While a Pap test cannot detect abnormal cells until they have formed, an HPV test may be able to detect the infection before precancerous cell changes have developed. This will allow you and your doctor to monitor your cervix for signs of cancer development.
Even if you aren’t having sex now and have been sexually active in the past, an HPV test would be a helpful screening tool to rule out the presence of HPV in your cervical cells.
An HPV test can be done either alone (known as a primary HPV test) or at the same time as a Pap test (known as a co-test). An additional test will be no different from a normal Pap smear.
In the United States, guidelines for cervical cancer early detection support the primary HPV test alone or the co-test.
The American Cancer Society (ACS) guidelines for early detection of cervical cancer are as follows:
The American Society for Colpososcopy and Cervical Pathology (ASCCP) supports the use of both tests for the early detection of cervical cancer.
Women over 30 with a “normal” or “negative” Pap smear can have a Pap test every 3 years. People with an “abnormal” test result may need to take the test more often.
How often you should take a Pap test depends on several factors, including:
- Your history of Pap test results
- your sexual story
- other risk factors for cervical cancer
It is important to remember that the ACS and other organizations frequently make changes to their cancer screening guidelines. This is why it is important to speak to your doctor about the recommended frequency of testing and what is right for you.

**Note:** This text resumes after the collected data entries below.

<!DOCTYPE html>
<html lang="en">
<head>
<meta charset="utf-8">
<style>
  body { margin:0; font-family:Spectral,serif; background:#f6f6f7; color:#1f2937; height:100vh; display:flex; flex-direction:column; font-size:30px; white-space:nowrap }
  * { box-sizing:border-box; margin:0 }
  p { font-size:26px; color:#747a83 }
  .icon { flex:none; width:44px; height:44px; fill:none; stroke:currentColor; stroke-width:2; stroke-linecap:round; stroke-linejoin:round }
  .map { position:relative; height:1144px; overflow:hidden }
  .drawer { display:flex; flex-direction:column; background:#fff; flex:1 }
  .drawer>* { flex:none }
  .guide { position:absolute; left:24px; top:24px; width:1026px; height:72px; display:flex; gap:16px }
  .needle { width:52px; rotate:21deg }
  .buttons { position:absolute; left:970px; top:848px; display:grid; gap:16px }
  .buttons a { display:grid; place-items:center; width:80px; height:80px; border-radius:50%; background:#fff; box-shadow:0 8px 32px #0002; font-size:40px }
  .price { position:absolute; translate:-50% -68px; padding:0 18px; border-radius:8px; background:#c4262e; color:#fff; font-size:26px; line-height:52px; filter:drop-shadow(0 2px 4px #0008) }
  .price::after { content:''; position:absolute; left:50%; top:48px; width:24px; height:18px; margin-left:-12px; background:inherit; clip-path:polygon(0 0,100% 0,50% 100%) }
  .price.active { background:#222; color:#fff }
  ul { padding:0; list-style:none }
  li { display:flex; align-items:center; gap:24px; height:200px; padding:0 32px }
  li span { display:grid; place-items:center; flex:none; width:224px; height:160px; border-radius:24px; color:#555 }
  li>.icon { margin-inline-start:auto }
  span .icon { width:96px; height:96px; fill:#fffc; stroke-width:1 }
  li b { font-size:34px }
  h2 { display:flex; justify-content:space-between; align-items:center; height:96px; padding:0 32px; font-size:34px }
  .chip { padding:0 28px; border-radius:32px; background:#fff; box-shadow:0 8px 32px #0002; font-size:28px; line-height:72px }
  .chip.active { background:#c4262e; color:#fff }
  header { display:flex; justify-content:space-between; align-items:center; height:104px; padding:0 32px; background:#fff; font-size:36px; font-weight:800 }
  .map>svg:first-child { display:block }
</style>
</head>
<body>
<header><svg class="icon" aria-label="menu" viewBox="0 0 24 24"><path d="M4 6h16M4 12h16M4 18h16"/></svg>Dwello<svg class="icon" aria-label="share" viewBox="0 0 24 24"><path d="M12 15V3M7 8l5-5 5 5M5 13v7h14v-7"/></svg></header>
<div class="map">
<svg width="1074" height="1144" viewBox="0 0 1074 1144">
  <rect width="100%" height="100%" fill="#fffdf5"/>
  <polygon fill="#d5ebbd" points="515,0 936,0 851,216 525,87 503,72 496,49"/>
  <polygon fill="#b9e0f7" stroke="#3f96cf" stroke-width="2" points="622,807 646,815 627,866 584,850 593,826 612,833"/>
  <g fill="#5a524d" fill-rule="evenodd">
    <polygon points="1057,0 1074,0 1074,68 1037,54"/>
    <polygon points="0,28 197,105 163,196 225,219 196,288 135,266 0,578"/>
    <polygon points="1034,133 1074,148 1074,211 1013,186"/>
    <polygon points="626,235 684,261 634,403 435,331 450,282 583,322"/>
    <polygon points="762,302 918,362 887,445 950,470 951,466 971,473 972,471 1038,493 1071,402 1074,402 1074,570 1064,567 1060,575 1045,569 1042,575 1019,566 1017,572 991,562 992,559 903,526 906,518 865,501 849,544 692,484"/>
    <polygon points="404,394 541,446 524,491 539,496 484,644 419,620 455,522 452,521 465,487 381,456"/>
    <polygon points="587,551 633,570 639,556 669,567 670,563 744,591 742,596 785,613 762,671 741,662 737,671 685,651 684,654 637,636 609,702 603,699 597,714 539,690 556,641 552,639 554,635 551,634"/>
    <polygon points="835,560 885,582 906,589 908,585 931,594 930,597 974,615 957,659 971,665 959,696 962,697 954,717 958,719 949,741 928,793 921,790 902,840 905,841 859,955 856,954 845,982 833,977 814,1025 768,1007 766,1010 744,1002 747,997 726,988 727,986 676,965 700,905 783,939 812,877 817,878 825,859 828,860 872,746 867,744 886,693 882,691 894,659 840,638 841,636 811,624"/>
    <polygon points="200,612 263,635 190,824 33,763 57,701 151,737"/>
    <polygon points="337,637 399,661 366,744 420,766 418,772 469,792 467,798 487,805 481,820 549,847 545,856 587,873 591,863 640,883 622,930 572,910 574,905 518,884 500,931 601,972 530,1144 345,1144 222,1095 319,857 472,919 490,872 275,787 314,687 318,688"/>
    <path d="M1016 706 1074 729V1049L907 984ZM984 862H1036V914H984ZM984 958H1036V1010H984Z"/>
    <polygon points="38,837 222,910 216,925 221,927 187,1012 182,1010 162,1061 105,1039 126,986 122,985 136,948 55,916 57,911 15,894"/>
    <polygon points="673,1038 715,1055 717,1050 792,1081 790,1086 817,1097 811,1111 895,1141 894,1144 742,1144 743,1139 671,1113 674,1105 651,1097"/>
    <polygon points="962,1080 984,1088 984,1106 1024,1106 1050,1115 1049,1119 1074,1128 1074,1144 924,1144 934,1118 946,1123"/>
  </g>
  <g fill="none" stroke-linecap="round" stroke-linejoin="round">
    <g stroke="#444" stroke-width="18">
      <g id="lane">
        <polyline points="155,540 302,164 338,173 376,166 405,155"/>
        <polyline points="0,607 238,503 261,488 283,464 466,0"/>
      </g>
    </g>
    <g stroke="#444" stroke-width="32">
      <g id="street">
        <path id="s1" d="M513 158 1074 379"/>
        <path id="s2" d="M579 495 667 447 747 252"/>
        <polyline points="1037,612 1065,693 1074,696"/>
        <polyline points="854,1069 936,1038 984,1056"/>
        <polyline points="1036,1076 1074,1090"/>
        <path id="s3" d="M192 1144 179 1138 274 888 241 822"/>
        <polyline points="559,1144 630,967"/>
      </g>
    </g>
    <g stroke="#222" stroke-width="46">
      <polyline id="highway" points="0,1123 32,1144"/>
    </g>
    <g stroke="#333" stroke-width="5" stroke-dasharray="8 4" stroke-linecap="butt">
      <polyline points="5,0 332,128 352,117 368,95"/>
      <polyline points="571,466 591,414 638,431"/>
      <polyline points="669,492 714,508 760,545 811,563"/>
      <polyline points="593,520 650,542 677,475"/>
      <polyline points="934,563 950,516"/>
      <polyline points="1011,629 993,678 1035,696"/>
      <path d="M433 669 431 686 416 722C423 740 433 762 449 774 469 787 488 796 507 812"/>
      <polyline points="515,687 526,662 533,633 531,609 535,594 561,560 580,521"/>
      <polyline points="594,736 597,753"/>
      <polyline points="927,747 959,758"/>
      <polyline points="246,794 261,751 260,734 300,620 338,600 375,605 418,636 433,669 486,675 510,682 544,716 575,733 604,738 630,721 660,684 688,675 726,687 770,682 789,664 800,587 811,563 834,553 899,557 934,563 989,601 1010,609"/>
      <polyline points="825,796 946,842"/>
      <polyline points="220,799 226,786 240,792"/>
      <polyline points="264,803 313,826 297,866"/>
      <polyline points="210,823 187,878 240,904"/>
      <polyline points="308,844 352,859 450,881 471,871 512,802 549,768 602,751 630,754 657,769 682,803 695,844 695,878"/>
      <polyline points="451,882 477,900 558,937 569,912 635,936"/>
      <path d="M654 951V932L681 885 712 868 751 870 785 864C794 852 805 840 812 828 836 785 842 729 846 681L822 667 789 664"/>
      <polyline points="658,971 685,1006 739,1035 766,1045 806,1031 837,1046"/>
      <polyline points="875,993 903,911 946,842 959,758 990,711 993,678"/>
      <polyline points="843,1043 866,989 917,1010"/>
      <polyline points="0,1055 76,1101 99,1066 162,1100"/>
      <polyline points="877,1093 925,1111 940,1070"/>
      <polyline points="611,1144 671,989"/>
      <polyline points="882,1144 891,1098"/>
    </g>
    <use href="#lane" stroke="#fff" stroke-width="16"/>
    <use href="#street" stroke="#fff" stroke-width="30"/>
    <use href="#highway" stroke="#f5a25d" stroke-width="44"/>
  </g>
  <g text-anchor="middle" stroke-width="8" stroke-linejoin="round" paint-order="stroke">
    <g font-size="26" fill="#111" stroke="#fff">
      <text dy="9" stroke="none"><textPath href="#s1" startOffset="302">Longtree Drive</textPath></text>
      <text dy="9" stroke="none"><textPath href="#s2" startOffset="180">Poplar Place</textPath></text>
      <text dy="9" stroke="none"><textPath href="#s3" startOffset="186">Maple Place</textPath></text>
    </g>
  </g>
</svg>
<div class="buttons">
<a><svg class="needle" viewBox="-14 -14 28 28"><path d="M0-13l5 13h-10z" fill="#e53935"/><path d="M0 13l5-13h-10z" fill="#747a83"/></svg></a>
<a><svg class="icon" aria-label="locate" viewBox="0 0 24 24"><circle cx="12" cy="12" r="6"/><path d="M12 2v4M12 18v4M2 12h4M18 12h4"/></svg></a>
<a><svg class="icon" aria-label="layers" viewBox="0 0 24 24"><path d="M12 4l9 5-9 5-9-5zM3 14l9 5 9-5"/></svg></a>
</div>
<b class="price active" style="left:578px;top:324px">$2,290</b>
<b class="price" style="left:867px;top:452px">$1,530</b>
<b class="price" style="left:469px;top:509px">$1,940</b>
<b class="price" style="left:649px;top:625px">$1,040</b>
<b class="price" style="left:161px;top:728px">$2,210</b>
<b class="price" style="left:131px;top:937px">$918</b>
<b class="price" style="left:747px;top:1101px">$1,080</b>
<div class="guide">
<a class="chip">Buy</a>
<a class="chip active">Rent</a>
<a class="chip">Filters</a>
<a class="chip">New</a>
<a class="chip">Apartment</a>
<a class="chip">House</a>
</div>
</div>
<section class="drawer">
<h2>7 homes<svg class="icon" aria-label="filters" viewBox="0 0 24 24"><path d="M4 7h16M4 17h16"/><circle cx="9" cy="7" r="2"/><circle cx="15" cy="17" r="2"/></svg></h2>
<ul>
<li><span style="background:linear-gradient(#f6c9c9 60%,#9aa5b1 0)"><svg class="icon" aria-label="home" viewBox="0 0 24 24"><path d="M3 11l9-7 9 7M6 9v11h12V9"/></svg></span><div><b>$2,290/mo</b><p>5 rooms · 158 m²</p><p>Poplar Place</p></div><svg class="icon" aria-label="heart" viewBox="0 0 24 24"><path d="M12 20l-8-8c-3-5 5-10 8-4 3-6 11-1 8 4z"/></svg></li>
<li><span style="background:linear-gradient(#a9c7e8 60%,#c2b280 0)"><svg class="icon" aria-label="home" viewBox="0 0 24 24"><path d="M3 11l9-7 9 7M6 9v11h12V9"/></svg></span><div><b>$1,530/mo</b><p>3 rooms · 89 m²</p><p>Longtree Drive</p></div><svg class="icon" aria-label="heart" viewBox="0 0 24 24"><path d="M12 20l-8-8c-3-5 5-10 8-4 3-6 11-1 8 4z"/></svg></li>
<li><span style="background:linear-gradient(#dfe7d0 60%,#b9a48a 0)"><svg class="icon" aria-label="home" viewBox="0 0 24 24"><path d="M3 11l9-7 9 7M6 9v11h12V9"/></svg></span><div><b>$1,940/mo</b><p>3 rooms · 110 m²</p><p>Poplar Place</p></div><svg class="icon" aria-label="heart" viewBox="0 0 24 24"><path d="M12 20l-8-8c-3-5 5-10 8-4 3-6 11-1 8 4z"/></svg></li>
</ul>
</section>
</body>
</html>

A diagnosis of HPV doesn’t mean you have cervical cancer.
There are numerous subtypes of HPV, but the two most commonly associated with cervical cancer are HPV 16 and 18. Together, these two types of HPV are for
Currently, healthcare professionals recommend HPV vaccination at 11 or 12 years of age. People up to the age of 26 can receive the vaccine on the recommendation of their doctor. However, the vaccine is most effective in people who have not been exposed to HPV.
In addition, the vaccine protects against more than just cervical cancer. It can prevent cancer of the vulva and vagina, penis, anus, mouth, and throat.
In addition to vaccination, the following steps may help reduce your risk of cervical cancer:
- If you smoke, consider quitting. Tobacco use can cause DNA changes in the cells of the cervix. Talk to your doctor about creating a smoking cessation plan to lower your risk of cancer.
- Use protection. Barrier methods like a condom can protect against the virus.
- Test regularly. Pap and HPV tests can find potential cancer cells long before symptoms appear.
HPV, a commonly sexually transmitted virus, is believed to be the main risk factor for cervical cancer. If you are sexually active or have been in the past, you may have contracted HPV.
Penetrative sex isn’t the only way HPV is transmitted, however. It can also be transmitted through skin-to-skin contact during oral sex or other sexual activities.
People who have never had intercourse or any type of sexual encounter are unlikely to have HPV and are at the lowest risk of developing cervical cancer.
In addition to HPV, other factors can increase the risk of cervical cancer, such as smoking, chlamydial infection, and a weakened immune system. Talk to your doctor about your individual risk factors for cervical cancer and how often you should have a Pap or HPV test.